Report the count of lines with "MORNING" in the data below, and no other words.

Stored data:

BEGIN

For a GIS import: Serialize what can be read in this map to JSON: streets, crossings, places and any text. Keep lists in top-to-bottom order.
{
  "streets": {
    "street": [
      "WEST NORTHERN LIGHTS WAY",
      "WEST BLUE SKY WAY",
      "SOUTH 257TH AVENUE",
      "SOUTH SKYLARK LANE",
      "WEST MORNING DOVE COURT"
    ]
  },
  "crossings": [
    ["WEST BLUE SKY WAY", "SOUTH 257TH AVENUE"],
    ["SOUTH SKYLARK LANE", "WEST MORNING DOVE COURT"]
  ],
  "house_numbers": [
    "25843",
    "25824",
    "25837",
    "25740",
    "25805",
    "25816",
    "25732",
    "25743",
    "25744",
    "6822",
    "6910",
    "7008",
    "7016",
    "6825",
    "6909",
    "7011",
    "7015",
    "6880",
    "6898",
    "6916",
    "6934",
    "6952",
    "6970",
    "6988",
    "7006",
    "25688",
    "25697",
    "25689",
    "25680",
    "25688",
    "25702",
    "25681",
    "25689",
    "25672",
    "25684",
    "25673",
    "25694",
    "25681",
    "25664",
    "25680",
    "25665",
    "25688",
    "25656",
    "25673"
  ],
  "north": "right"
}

END

▶ [Exercise result]: 2